The music papers have all picked up on the new development. They say SemiAutonatic's gigs are impure because it is well known that only computers can compose auton, but they applaud Nulight for his audacity, and as a result sales of other Voiceoftibet albums pick up. The news that Mystery Trend have been dropped is suppressed for a week, and then some hacker kid breaks the news over the 'Net, an event that makes Nulight furious despite the fact that he expected it.

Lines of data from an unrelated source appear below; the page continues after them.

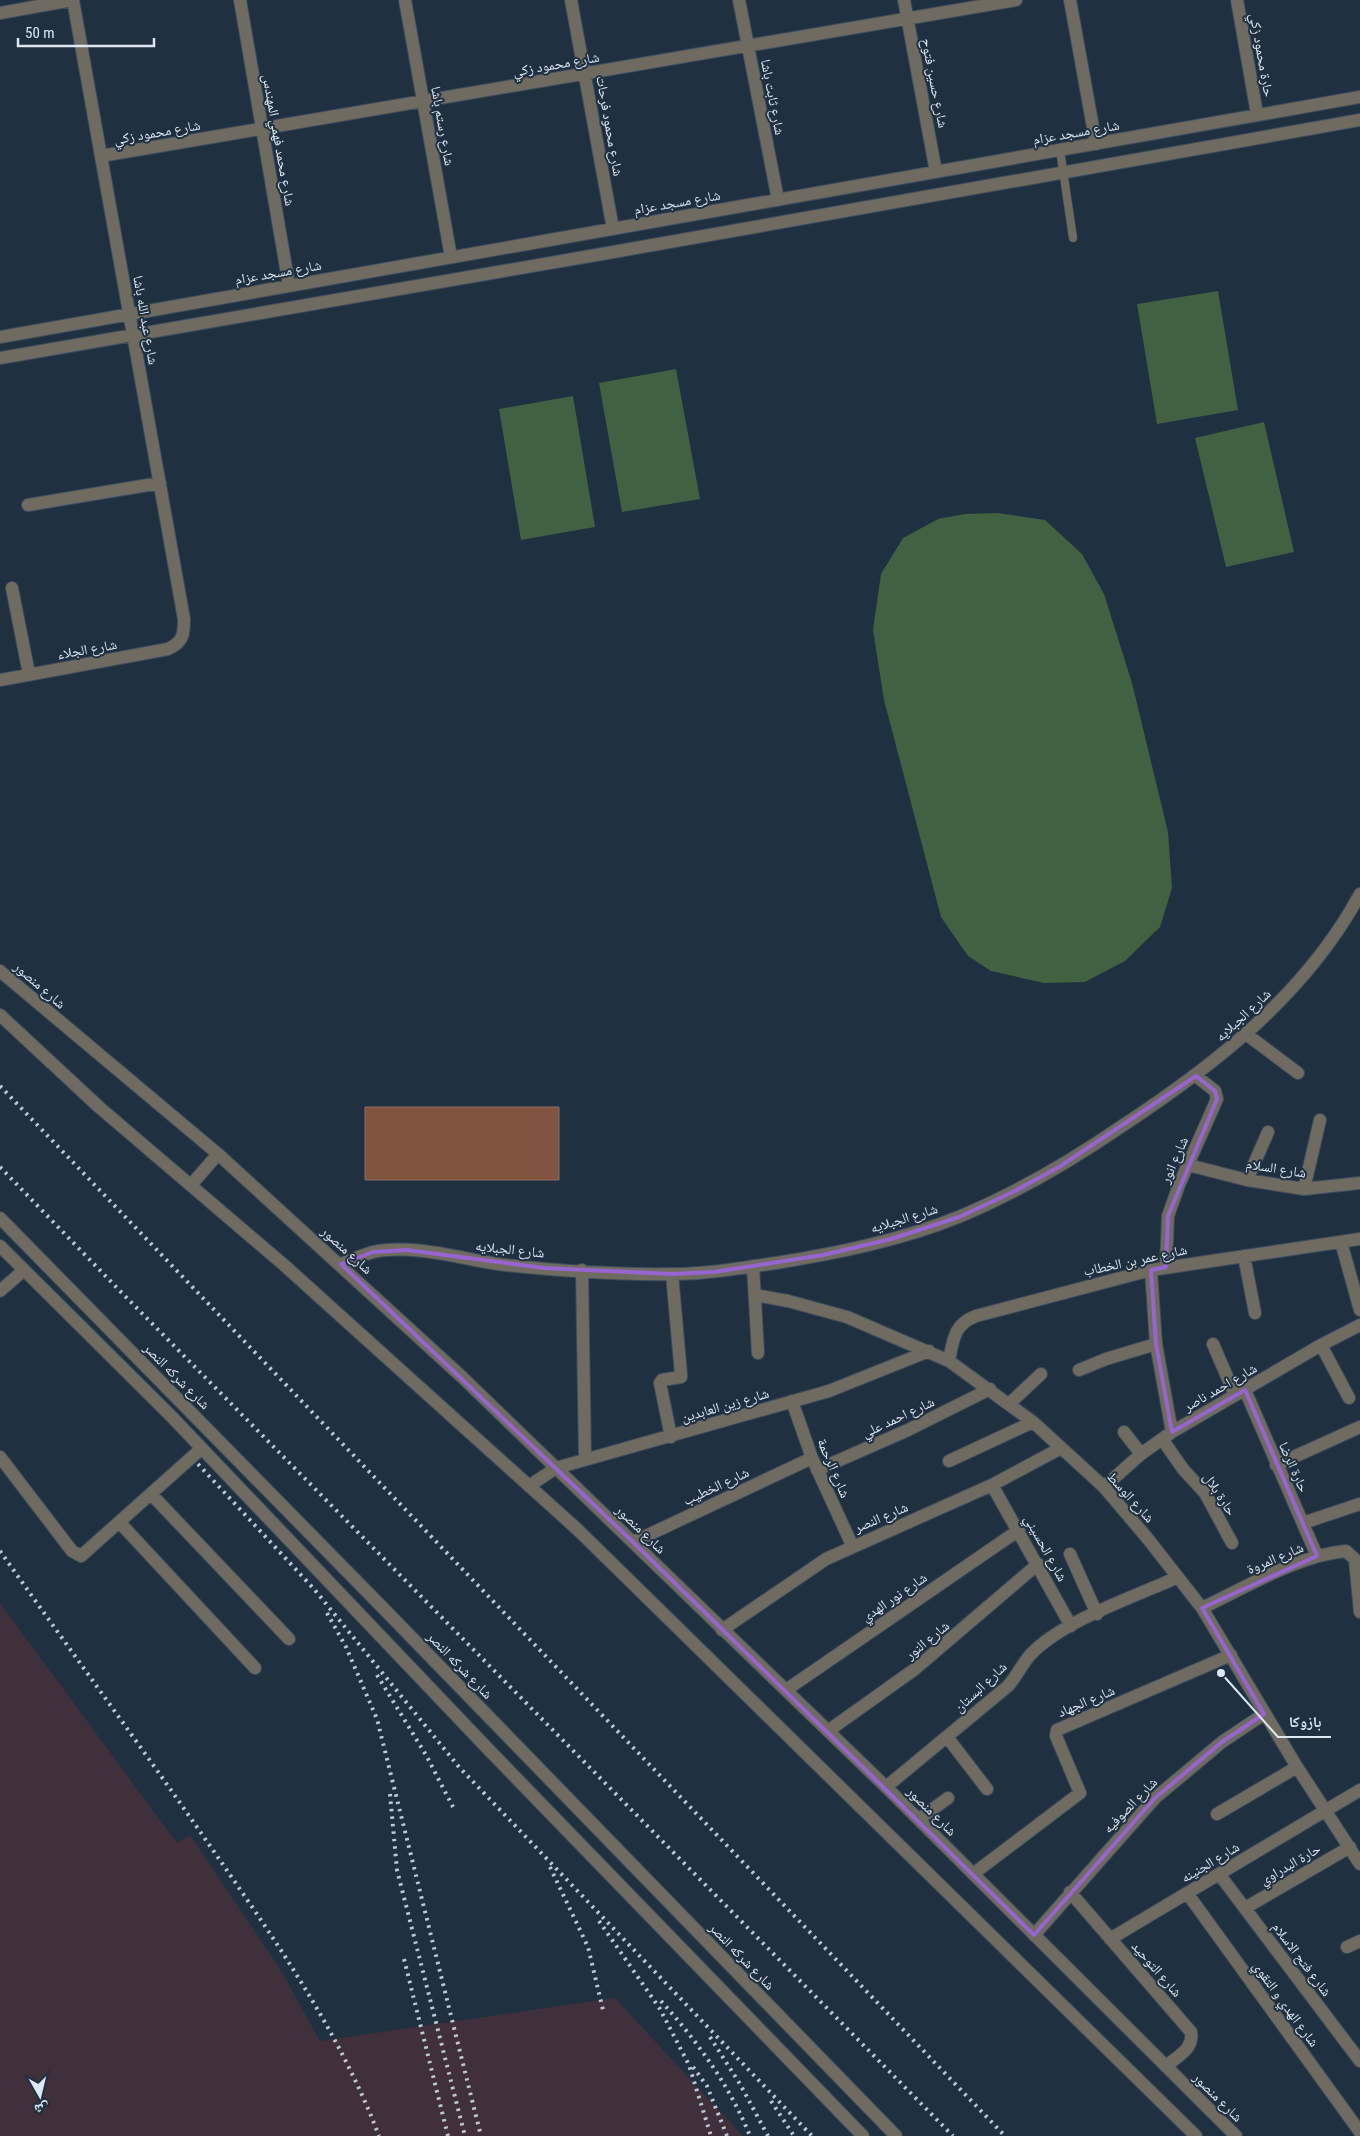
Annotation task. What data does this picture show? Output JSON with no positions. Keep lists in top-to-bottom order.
{
  "streets": {
    "street": [
      "حارة محمود زكي",
      "شارع محمود زكي",
      "شارع حسين فتوح",
      "شارع ثابت باشا",
      "شارع رستم باشا",
      "شارع محمود فرحات",
      "شارع مسجد عزام",
      "شارع محمد فهمي المهندس",
      "شارع عبد الله باشا",
      "شارع الجلاء",
      "شارع منصور",
      "شارع الجبلايه",
      "شارع انور",
      "شارع السلام",
      "شارع عمر بن الخطاب",
      "شارع شركه النصر",
      "شارع احمد ناصر",
      "شارع زين العابدين",
      "شارع احمد علي",
      "حارة الرضا",
      "شارع الرحمة",
      "شارع الخطيب",
      "حارة بلال",
      "شارع الوسط",
      "شارع النصر",
      "شارع الحسيني",
      "شارع المروة",
      "شارع نور الهدي",
      "شارع النور",
      "شارع البستان",
      "شارع الجهاد",
      "شارع الصوفيه",
      "شارع الجنينه",
      "حارة البدراوي",
      "شارع فتح الاسلام",
      "شارع التوحيد",
      "شارع الهدي و التقوي"
    ]
  },
  "crossings": [
    ["حارة محمود زكي", "شارع مسجد عزام"],
    ["شارع محمود زكي", "شارع حسين فتوح"],
    ["شارع محمود زكي", "شارع ثابت باشا"],
    ["شارع محمود زكي", "شارع رستم باشا"],
    ["شارع محمود زكي", "شارع محمود فرحات"],
    ["شارع محمود زكي", "شارع محمد فهمي المهندس"],
    ["شارع محمود زكي", "شارع عبد الله باشا"],
    ["شارع حسين فتوح", "شارع مسجد عزام"],
    ["شارع ثابت باشا", "شارع مسجد عزام"],
    ["شارع رستم باشا", "شارع مسجد عزام"],
    ["شارع محمود فرحات", "شارع مسجد عزام"],
    ["شارع مسجد عزام", "شارع محمد فهمي المهندس"],
    ["شارع مسجد عزام", "شارع عبد الله باشا"],
    ["شارع عبد الله باشا", "شارع الجلاء"],
    ["شارع منصور", "شارع الجبلايه"],
    ["شارع منصور", "شارع زين العابدين"],
    ["شارع منصور", "شارع الخطيب"],
    ["شارع منصور", "شارع النصر"],
    ["شارع منصور", "شارع نور الهدي"],
    ["شارع منصور", "شارع النور"],
    ["شارع منصور", "شارع البستان"],
    ["شارع منصور", "شارع الجهاد"],
    ["شارع منصور", "شارع الصوفيه"],
    ["شارع منصور", "شارع التوحيد"],
    ["شارع الجبلايه", "شارع انور"],
    ["شارع انور", "شارع السلام"],
    ["شارع انور", "شارع عمر بن الخطاب"],
    ["شارع عمر بن الخطاب", "شارع الوسط"],
    ["شارع احمد ناصر", "حارة الرضا"],
    ["شارع احمد ناصر", "حارة بلال"],
    ["شارع احمد ناصر", "شارع الوسط"],
    ["شارع زين العابدين", "شارع الرحمة"],
    ["شارع زين العابدين", "شارع الوسط"],
    ["شارع احمد علي", "شارع الرحمة"],
    ["شارع احمد علي", "شارع الخطيب"],
    ["شارع احمد علي", "شارع الوسط"],
    ["حارة الرضا", "شارع المروة"],
    ["شارع الرحمة", "شارع الخطيب"],
    ["شارع الرحمة", "شارع النصر"],
    ["شارع الوسط", "شارع النصر"],
    ["شارع الوسط", "شارع المروة"],
    ["شارع الوسط", "شارع البستان"],
    ["شارع الوسط", "شارع الجهاد"],
    ["شارع الوسط", "شارع الصوفيه"],
    ["شارع الوسط", "شارع الجنينه"],
    ["شارع الوسط", "حارة البدراوي"],
    ["شارع النصر", "شارع الحسيني"],
    ["شارع الحسيني", "شارع نور الهدي"],
    ["شارع الحسيني", "شارع النور"],
    ["شارع الحسيني", "شارع البستان"],
    ["شارع الصوفيه", "شارع التوحيد"],
    ["شارع الجنينه", "شارع فتح الاسلام"],
    ["شارع الجنينه", "شارع التوحيد"],
    ["شارع الجنينه", "شارع الهدي و التقوي"],
    ["حارة البدراوي", "شارع فتح الاسلام"]
  ],
  "places": ["بازوكا"],
  "scale_bar": "50 m",
  "north": "bottom"
}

Near the end of the month, with three gigs to go, they release the album. It charts indie at number forty-one. This is fantastic. First week sales are somewhere between four and five thousand. If they can keep this up then the gamble will have paid off.
But still no aliens. Nulight - is he in fact paranoid? Where are they?
4: Istanbul
Gateway between West and East.
Nulight is wandering around the Gulhane Gardens in Istanbul. He is aiming for the heart of Europe, where the music is: Roma, Berlin, Paris. He hopes ultimately to reach Britain, where many of his fans hang out.
Glorious ethnic calm leaks out of his earphones: the works of Stephan Micus.
Nobody here seems to recognise him. He's quite pleased about that. This fame thing is too weird.
3: Damascus
Nulight is getting tired of walking everywhere, but he is penniless and unable to obtain credit on plastic cards. He does not want to cross Turkey on foot because the east of the country is a swamp of civil war: Kurds to the south, Caucasus refugees further north. Nasty and dirty-nuclear.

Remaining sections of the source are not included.